=== Section Start ===
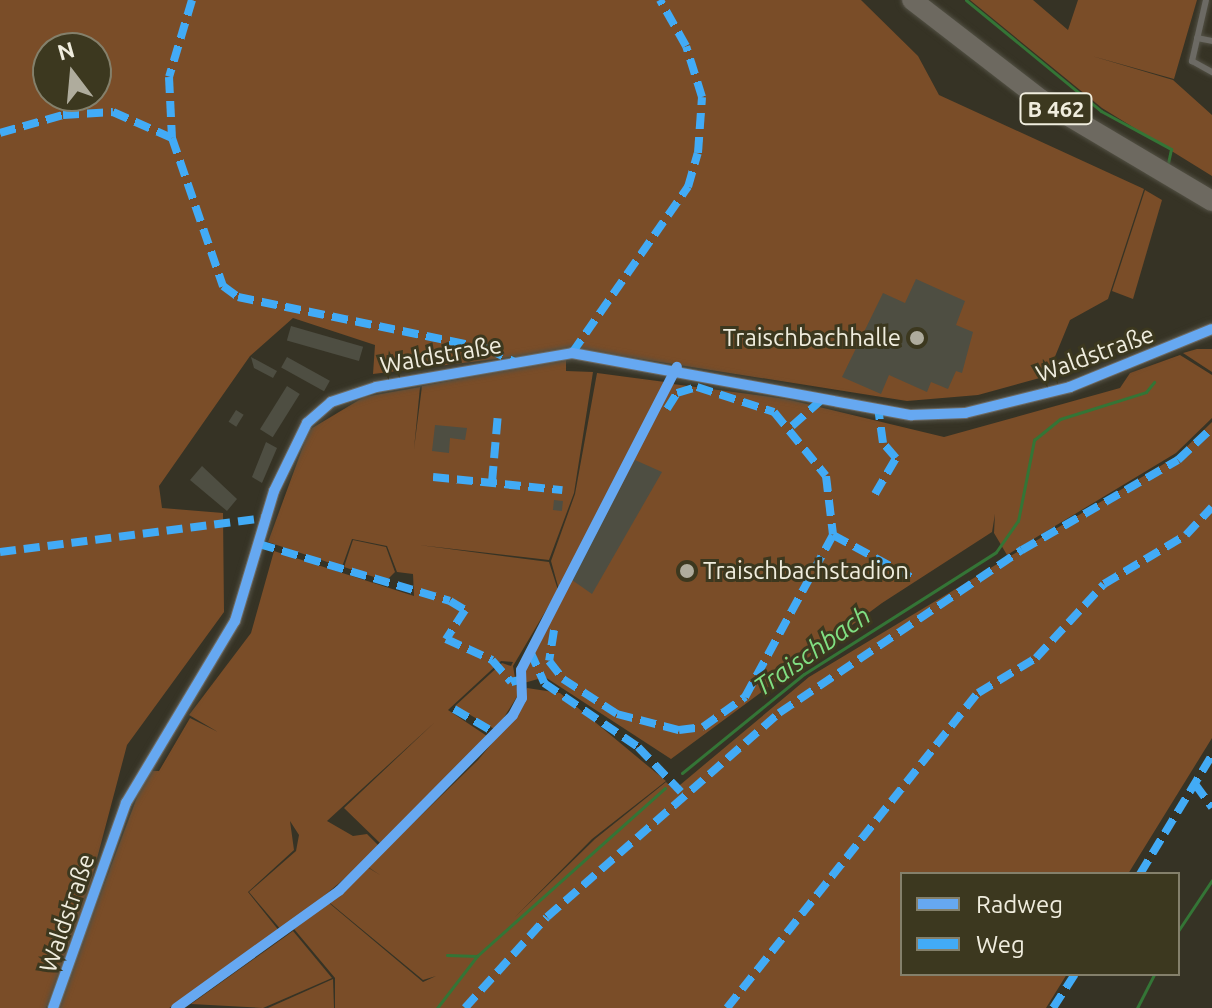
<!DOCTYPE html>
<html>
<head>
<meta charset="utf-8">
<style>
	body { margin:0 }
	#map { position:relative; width:1212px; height:1008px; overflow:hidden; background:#363325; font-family:Ubuntu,sans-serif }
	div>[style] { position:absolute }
	.green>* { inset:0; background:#7a4d28 }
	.stream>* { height:3px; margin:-1.5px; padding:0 1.5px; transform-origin:1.5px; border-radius:1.5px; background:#347536 }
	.building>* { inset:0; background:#4e4e42; transform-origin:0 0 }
	.roads { filter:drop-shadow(0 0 2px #525044) drop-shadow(0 0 2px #525044) }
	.service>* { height:6px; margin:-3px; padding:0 3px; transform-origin:3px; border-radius:3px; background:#6c6a64 }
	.minor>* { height:12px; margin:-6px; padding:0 6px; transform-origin:6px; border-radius:6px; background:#6c6a64 }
	.primary>* { height:20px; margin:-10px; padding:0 10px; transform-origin:10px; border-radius:10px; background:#6d6960 }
	.quiet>* { height:8px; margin-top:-4px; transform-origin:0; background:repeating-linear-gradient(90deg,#42abf6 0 16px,transparent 0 24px) }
	.cycleway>* { height:10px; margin:-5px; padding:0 5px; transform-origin:5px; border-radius:5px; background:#66a8f1 }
	.dots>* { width:22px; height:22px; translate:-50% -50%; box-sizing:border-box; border:4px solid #3c381f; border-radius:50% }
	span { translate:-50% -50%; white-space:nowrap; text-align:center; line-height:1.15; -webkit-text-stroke:6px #3c381f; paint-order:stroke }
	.shield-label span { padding:2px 6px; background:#3c381f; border:2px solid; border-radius:6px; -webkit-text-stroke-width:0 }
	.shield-label { font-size:22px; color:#f0edde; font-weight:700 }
	.poi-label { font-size:24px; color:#f0edde }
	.right { translate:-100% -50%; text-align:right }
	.left { translate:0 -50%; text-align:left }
	.street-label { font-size:24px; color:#f0edde }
	.water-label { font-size:26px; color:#80de82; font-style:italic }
	.legend { position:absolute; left:900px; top:872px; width:280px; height:104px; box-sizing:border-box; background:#3c381f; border:2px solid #84806b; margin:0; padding:10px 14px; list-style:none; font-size:24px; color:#f0edde }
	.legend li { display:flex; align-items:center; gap:16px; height:40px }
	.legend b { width:40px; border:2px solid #84806b }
	.north { position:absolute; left:32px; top:32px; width:80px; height:80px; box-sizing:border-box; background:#3c381f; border:2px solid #84806b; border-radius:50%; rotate:344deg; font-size:22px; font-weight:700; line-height:32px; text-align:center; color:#f0edde }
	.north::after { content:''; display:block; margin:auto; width:28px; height:36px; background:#afac9d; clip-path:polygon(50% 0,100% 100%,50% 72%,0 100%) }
</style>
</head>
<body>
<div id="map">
	<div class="green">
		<i style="clip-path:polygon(evenodd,0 0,861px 0,918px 56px,939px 95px,1144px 189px,1108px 299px,1070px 320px,1047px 376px,978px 395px,907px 401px,578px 349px,373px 374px,375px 345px,293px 318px,250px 356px,159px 486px,162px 508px,223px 513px,224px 612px,127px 745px,75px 942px,46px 1008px,0 1008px,0 0,48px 48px,96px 48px,96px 96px,48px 96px,48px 48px)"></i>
		<i style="clip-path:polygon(970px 0,1033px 0,1068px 30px,1078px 0,1197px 0,1174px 79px,1092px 56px,1173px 80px,1212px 115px,1212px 176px,1102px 108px)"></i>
		<i style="clip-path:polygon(1145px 190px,1162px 200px,1133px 299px,1112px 291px)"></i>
		<i style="clip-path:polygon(1212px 349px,1212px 372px,1183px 353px,1197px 349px)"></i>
		<i style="clip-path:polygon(1180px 355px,1212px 375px,1212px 418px,1176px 453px,1007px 555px,994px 533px,995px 514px,992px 532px,882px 603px,671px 759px,545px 677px,524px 683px,523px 671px,673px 384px,786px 399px,944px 437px,1120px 388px,1130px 373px)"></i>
		<i style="clip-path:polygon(566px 359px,566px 371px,593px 372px,574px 493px,549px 560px,419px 545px,549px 562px,558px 590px,513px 666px,518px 695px,496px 730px,455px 706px,502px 663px,511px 666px,513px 662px,501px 661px,448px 710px,490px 738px,381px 844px,344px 808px,435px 722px,327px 821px,353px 836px,367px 834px,381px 848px,282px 931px,249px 892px,296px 851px,299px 835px,290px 821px,294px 850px,248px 892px,280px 932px,212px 984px,169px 1008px,57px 1008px,147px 771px,159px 771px,190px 718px,218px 732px,189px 715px,251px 633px,274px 551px,414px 596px,413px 574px,397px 572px,387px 546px,352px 539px,342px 567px,268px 542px,309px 430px,364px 397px,420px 387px,414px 449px,422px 386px)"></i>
		<i style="clip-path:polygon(597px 373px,665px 382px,559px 590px,551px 561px,575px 494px)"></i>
		<i style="clip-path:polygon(1212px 422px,1212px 738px,1128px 874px,902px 874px,902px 974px,1067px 974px,1046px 1008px,335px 1008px,335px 978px,294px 929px,329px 903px,423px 982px,436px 976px,423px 980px,330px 903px,367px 867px,380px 875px,368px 867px,478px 760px,516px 715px,527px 688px,560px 693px,666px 781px,592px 839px,515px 917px,595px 839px,666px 782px,674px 790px,809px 677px,1177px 456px)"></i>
		<i style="clip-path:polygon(353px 540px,386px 547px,395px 572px,386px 581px,344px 567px)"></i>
		<i style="clip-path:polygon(293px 931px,332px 978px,263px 1008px,191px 1004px)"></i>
		<i style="clip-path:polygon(333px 979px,334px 1008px,268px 1008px)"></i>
	</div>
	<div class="stream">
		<i style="left:966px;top:0;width:175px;rotate:39.4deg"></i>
		<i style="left:1101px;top:111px;width:80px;rotate:28.5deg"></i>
		<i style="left:1171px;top:149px;width:14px;rotate:102deg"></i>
		<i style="left:682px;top:773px;width:157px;rotate:-39.1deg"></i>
		<i style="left:804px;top:674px;width:227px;rotate:-32.4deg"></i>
		<i style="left:996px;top:552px;width:38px;rotate:-55deg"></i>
		<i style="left:1018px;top:521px;width:83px;rotate:-78.8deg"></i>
		<i style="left:1034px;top:440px;width:33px;rotate:-39deg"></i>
		<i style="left:1060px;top:419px;width:90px;rotate:-17.4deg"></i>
		<i style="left:1146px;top:392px;width:13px;rotate:-51deg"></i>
		<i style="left:1178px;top:931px;width:61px;rotate:-56.3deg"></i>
		<i style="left:447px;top:955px;width:30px;rotate:2deg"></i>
		<i style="left:437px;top:1008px;width:66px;rotate:-52.4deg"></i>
		<i style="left:477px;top:956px;width:252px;rotate:-41.8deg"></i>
		<i style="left:1137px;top:1008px;width:38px;rotate:-63deg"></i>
	</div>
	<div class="building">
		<i style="clip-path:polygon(916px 279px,965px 301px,956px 325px,973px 332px,962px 373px,956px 371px,948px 389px,931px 382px,927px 392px,889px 375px,881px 394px,842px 377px,883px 293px,905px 303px)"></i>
		<i style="left:291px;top:326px;width:75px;height:15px;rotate:16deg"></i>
		<i style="clip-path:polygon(251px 357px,277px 371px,273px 378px,254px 368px)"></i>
		<i style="left:287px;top:357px;width:49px;height:12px;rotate:29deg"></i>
		<i style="left:287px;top:386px;width:15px;height:51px;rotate:32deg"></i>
		<i style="left:236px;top:410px;width:9px;height:14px;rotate:32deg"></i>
		<i style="clip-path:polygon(435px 425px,467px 428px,465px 440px,450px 438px,449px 453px,432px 451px)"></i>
		<i style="clip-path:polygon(266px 442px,277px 448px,262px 483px,252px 477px)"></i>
		<i style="clip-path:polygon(635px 460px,662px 472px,592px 594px,572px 580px)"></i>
		<i style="clip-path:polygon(202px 466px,237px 499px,227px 511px,190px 480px)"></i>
		<i style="left:554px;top:500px;width:9px;height:10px;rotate:6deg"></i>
	</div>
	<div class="roads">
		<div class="service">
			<i style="left:1206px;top:0;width:63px;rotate:102.9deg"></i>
			<i style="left:1192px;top:61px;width:23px;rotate:29deg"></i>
			<i style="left:1197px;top:38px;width:15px;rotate:11deg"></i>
		</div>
		<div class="minor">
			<i style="left:53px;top:1008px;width:218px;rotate:-70.4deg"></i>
			<i style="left:126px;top:803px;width:212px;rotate:-59.1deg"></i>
			<i style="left:235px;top:621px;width:136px;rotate:-73.3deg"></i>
			<i style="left:274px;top:491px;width:76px;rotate:-64.1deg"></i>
			<i style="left:307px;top:423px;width:32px;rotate:-41deg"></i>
			<i style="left:331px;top:402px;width:47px;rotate:-18.4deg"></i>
			<i style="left:376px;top:387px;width:199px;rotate:-9.8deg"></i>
			<i style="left:572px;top:353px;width:345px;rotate:10.4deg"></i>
			<i style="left:911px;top:415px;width:54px;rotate:-2.1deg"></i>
			<i style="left:965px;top:413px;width:108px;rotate:-13.9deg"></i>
			<i style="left:1070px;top:387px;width:153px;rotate:-22.2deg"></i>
		</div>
		<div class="primary">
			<i style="left:912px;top:0;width:162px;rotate:37.7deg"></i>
			<i style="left:1040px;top:99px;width:200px;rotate:30.7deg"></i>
		</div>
	</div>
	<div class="quiet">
		<i style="left:192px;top:0;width:80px;rotate:106.6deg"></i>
		<i style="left:169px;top:77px;width:61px;rotate:87.2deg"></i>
		<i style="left:172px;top:138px;width:157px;rotate:71deg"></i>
		<i style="left:223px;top:286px;width:19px;rotate:36deg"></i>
		<i style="left:238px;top:297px;width:255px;rotate:11.7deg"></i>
		<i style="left:488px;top:349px;width:30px;rotate:26deg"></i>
		<i style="left:0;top:133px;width:66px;rotate:-15.9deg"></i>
		<i style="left:63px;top:115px;width:50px;rotate:-3.4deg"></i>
		<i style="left:113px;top:112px;width:64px;rotate:23.8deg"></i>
		<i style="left:572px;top:353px;width:203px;rotate:-55.1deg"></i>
		<i style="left:688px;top:187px;width:35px;rotate:-74deg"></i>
		<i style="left:698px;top:153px;width:56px;rotate:-85.9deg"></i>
		<i style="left:702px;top:97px;width:53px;rotate:-107.4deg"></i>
		<i style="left:686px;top:46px;width:53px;rotate:-119.5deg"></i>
		<i style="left:667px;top:409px;width:19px;rotate:-58deg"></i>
		<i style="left:677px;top:393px;width:21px;rotate:-17deg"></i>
		<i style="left:697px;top:387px;width:81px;rotate:18deg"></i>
		<i style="left:774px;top:412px;width:82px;rotate:50.9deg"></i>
		<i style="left:826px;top:476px;width:59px;rotate:83.2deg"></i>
		<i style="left:792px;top:426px;width:47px;rotate:-41.5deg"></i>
		<i style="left:433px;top:477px;width:130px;rotate:5.8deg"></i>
		<i style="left:492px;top:482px;width:69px;rotate:-85deg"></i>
		<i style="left:875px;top:494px;width:42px;rotate:-59.7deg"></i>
		<i style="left:896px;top:458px;width:20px;rotate:-131deg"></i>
		<i style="left:883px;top:443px;width:35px;rotate:-98deg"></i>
		<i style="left:259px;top:544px;width:199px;rotate:16.6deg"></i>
		<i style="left:450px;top:601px;width:17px;rotate:31deg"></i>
		<i style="left:465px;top:610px;width:35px;rotate:123deg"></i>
		<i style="left:446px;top:639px;width:51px;rotate:24.5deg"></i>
		<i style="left:492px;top:660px;width:29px;rotate:49deg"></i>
		<i style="left:511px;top:682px;width:9px;rotate:-13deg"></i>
		<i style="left:0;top:552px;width:267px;rotate:-7.3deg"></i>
		<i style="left:554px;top:630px;width:31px;rotate:99deg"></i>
		<i style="left:549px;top:661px;width:23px;rotate:52deg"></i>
		<i style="left:563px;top:679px;width:64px;rotate:32.9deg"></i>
		<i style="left:617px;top:714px;width:64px;rotate:14.5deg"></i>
		<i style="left:679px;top:730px;width:24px;rotate:-7deg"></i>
		<i style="left:703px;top:727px;width:52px;rotate:-35.5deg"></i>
		<i style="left:745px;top:697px;width:184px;rotate:-61.5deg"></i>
		<i style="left:833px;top:535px;width:94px;rotate:28.5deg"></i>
		<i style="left:530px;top:651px;width:35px;rotate:66deg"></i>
		<i style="left:544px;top:683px;width:114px;rotate:34.2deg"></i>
		<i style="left:638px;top:747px;width:62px;rotate:46.3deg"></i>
		<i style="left:454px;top:709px;width:50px;rotate:30.2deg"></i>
		<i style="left:1195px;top:784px;width:29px;rotate:54deg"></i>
		<i style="left:1140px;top:874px;width:139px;rotate:-58.8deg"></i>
		<i style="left:465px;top:1008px;width:122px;rotate:-48deg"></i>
		<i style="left:547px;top:917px;width:309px;rotate:-41.3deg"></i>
		<i style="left:779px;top:713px;width:293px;rotate:-33.9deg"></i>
		<i style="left:1022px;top:550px;width:180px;rotate:-30deg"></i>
		<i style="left:1178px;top:460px;width:47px;rotate:-43.3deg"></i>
		<i style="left:727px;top:1008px;width:403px;rotate:-51.5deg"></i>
		<i style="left:978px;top:693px;width:68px;rotate:-31.1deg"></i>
		<i style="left:1036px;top:658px;width:100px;rotate:-47.4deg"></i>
		<i style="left:1104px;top:584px;width:96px;rotate:-30.9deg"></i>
		<i style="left:1186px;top:535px;width:38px;rotate:-47deg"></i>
		<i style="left:1053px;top:1008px;width:40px;rotate:-57.1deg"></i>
	</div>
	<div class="cycleway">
		<i style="left:53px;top:1008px;width:218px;rotate:-70.4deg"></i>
		<i style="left:126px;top:803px;width:212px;rotate:-59.1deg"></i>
		<i style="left:235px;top:621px;width:136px;rotate:-73.3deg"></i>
		<i style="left:274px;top:491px;width:76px;rotate:-64.1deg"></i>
		<i style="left:307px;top:423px;width:32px;rotate:-41deg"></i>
		<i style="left:331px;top:402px;width:47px;rotate:-18.4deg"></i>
		<i style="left:376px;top:387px;width:199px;rotate:-9.8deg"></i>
		<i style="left:572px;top:353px;width:345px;rotate:10.4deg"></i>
		<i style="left:911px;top:415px;width:54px;rotate:-2.1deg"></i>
		<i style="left:965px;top:413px;width:108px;rotate:-13.9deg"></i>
		<i style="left:1070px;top:387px;width:153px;rotate:-22.2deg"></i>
		<i style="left:176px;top:1008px;width:201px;rotate:-35.7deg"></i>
		<i style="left:339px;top:891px;width:247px;rotate:-45.3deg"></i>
		<i style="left:513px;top:715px;width:19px;rotate:-62deg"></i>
		<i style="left:522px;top:698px;width:28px;rotate:-92deg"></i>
		<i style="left:521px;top:670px;width:341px;rotate:-62.8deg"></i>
	</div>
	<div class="dots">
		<i style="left:917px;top:338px;background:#afac9d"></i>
		<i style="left:687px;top:571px;background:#afac9d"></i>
	</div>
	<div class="shield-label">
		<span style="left:1056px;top:109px">B 462</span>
	</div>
	<div class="poi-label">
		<span class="right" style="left:901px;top:338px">Traischbachhalle</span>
		<span class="left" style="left:703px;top:571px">Traischbachstadion</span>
	</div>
	<div class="street-label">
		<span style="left:1095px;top:354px;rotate:-20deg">Waldstraße</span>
		<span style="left:441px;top:355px;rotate:-10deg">Waldstraße</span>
		<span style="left:67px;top:913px;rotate:-71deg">Waldstraße</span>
	</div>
	<div class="water-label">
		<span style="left:812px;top:651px;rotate:-35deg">Traischbach</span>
	</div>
	<ul class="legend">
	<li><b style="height:10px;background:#66a8f1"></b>Radweg</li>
	<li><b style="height:10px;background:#42abf6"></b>Weg</li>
	</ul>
	<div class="north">N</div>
</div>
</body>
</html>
=== Section End ===
### What to do
Return, from the data, each line that has the word "webkit" in it.

### Answer below
	span { translate:-50% -50%; white-space:nowrap; text-align:center; line-height:1.15; -webkit-text-stroke:6px #3c381f; paint-order:stroke }
	.shield-label span { padding:2px 6px; background:#3c381f; border:2px solid; border-radius:6px; -webkit-text-stroke-width:0 }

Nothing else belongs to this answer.